Your job is to copy every line in the material containing the word "edge".

DATA SUPPLIED:
Start of Block
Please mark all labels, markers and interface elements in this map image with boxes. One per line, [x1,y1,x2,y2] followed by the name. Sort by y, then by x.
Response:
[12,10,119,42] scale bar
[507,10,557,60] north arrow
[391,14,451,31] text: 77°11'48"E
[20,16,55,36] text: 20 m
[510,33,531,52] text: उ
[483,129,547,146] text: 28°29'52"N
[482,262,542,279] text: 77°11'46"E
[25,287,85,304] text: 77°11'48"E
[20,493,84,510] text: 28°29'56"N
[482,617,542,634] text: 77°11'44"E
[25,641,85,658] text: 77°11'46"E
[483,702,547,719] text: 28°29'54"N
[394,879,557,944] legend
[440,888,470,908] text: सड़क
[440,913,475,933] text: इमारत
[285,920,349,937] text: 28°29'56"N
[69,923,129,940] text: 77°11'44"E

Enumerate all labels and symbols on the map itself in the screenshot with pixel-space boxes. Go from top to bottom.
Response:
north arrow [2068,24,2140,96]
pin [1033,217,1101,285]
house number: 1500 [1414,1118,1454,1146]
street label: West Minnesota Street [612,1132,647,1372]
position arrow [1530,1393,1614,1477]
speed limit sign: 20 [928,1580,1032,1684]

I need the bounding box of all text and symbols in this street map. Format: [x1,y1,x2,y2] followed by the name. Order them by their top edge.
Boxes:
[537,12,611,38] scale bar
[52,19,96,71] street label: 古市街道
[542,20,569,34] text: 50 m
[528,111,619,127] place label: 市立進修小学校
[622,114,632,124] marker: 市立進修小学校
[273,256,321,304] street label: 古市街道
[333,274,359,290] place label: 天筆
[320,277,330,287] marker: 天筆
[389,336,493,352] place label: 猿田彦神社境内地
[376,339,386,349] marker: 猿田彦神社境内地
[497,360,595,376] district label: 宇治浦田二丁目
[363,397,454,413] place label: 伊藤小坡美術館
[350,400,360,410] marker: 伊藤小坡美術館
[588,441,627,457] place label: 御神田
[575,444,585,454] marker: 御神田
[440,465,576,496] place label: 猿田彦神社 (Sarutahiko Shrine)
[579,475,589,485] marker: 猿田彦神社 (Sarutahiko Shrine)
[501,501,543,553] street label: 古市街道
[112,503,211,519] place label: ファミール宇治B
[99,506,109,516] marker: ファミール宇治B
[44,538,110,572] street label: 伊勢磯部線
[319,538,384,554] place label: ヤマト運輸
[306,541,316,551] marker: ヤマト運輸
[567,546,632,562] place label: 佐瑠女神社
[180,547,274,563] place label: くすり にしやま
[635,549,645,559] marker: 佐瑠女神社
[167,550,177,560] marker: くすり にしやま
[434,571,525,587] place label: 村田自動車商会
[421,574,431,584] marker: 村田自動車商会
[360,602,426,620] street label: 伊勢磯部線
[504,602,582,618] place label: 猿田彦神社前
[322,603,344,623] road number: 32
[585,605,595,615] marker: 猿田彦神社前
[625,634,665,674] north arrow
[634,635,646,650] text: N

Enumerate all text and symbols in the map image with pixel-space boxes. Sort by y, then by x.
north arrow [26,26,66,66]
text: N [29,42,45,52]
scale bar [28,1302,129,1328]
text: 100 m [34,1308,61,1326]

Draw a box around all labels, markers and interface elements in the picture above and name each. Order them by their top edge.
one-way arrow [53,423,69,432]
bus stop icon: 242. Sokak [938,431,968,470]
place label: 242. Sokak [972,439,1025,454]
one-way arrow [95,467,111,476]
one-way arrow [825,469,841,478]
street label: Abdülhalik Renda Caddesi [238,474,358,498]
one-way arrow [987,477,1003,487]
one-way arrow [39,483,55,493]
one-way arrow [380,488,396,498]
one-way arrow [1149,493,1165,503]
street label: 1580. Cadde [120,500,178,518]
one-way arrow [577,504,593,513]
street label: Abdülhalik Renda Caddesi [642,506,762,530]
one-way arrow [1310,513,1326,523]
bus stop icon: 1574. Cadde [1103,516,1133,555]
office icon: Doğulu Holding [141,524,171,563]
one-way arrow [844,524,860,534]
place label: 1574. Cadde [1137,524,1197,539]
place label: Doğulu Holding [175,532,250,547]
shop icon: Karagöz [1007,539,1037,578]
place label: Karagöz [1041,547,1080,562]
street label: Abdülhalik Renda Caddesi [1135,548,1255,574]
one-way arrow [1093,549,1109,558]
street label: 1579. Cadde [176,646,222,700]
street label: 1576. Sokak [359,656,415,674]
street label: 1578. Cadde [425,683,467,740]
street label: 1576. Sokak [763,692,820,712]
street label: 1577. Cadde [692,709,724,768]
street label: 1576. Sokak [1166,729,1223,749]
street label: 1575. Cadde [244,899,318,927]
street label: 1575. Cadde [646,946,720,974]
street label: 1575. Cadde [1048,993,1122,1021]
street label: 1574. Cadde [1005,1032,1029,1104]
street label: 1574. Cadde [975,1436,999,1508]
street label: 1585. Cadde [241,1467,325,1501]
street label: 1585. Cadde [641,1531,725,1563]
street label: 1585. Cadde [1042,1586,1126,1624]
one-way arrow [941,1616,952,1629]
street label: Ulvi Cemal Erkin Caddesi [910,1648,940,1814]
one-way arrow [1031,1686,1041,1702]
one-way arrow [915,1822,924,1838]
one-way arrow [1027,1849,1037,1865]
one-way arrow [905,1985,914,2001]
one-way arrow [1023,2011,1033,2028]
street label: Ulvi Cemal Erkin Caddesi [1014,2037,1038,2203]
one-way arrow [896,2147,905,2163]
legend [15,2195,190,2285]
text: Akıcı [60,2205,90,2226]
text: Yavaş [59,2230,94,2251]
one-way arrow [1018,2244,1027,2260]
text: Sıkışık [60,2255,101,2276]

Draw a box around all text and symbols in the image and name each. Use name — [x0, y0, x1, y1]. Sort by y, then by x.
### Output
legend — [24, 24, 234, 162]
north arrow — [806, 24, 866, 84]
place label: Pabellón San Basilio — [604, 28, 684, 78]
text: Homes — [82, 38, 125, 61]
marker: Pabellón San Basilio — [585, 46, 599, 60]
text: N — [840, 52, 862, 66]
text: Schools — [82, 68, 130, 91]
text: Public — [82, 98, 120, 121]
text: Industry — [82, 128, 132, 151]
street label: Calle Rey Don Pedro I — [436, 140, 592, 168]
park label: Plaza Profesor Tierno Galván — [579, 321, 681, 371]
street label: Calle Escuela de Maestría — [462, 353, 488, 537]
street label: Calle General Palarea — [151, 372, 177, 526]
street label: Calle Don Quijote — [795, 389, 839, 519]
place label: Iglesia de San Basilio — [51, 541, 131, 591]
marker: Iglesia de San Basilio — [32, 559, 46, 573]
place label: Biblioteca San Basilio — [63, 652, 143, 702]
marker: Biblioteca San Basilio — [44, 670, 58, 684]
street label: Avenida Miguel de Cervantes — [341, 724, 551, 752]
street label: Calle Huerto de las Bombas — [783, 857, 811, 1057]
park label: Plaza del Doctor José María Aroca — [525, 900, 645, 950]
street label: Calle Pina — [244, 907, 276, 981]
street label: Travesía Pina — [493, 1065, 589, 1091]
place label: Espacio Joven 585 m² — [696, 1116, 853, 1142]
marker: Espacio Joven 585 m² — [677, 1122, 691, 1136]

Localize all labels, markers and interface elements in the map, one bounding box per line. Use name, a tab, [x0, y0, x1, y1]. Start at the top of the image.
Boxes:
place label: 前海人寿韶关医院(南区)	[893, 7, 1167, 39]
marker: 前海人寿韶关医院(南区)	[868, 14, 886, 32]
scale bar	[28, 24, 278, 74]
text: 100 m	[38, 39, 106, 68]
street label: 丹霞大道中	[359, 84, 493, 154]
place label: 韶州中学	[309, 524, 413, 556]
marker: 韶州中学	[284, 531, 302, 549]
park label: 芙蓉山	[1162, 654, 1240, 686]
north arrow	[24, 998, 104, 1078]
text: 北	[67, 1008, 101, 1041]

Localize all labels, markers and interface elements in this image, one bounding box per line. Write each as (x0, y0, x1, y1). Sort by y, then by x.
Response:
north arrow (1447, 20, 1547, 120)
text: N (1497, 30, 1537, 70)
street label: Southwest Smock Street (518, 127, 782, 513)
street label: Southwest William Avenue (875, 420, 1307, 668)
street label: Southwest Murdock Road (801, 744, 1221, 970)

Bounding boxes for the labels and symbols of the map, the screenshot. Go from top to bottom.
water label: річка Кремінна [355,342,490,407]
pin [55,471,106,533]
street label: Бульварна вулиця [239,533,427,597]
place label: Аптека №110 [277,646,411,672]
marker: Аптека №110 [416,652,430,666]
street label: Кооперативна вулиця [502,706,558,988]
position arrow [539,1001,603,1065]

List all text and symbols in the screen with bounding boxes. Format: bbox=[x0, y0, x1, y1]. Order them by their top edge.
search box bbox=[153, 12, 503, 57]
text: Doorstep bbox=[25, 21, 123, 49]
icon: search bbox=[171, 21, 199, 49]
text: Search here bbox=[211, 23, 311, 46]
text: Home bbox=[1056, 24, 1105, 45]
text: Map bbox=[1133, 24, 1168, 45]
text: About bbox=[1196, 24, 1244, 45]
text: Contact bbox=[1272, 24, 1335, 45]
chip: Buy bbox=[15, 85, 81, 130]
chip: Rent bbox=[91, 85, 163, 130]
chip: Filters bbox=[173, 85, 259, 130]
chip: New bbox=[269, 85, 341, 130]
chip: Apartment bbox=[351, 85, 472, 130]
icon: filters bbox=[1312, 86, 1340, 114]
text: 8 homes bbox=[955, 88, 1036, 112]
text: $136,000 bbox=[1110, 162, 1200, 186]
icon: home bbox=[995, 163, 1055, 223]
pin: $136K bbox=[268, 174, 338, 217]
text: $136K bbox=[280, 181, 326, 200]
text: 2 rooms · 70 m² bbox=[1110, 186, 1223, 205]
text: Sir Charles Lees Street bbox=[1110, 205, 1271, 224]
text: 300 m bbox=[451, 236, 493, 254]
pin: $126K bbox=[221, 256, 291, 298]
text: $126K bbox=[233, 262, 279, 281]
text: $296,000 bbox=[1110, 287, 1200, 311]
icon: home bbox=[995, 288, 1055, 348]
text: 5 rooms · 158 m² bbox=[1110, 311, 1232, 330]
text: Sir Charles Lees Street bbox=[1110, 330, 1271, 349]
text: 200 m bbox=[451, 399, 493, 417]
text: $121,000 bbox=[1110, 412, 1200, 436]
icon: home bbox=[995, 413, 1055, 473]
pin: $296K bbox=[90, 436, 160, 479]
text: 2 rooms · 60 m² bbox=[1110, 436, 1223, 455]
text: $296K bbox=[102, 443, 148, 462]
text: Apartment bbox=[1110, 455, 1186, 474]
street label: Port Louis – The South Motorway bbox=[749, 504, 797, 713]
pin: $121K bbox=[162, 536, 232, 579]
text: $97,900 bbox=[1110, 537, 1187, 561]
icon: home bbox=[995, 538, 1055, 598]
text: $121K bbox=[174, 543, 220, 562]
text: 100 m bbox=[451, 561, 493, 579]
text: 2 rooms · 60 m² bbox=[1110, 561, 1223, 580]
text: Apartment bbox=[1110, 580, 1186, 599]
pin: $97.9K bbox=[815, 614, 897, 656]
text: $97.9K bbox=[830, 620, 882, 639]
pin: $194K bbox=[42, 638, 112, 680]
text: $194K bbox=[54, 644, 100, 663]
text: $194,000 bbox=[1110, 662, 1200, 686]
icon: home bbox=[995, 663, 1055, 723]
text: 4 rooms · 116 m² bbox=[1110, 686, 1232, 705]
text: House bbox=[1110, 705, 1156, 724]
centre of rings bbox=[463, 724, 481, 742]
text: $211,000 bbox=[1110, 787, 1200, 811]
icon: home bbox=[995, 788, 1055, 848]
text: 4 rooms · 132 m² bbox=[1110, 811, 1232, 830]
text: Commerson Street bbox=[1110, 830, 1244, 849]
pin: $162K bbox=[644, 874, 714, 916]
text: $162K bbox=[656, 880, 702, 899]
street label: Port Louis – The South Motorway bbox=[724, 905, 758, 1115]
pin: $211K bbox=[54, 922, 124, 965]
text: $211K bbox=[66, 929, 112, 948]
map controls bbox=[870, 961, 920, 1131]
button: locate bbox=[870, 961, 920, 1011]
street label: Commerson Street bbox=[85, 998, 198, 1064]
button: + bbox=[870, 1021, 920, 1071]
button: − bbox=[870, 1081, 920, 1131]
End of Block
ANSWER FOR THE TASK:
I need the bounding box of all text and symbols in this street map. Format: [x1,y1,x2,y2] followed by the name. Order them by their top edge.
Draw a box around all labels, markers and interface elements in the picture above and name each. Order them by their top edge.
List all text and symbols in the screen with bounding boxes. Format: bbox=[x0, y0, x1, y1]. Order them by their top edge.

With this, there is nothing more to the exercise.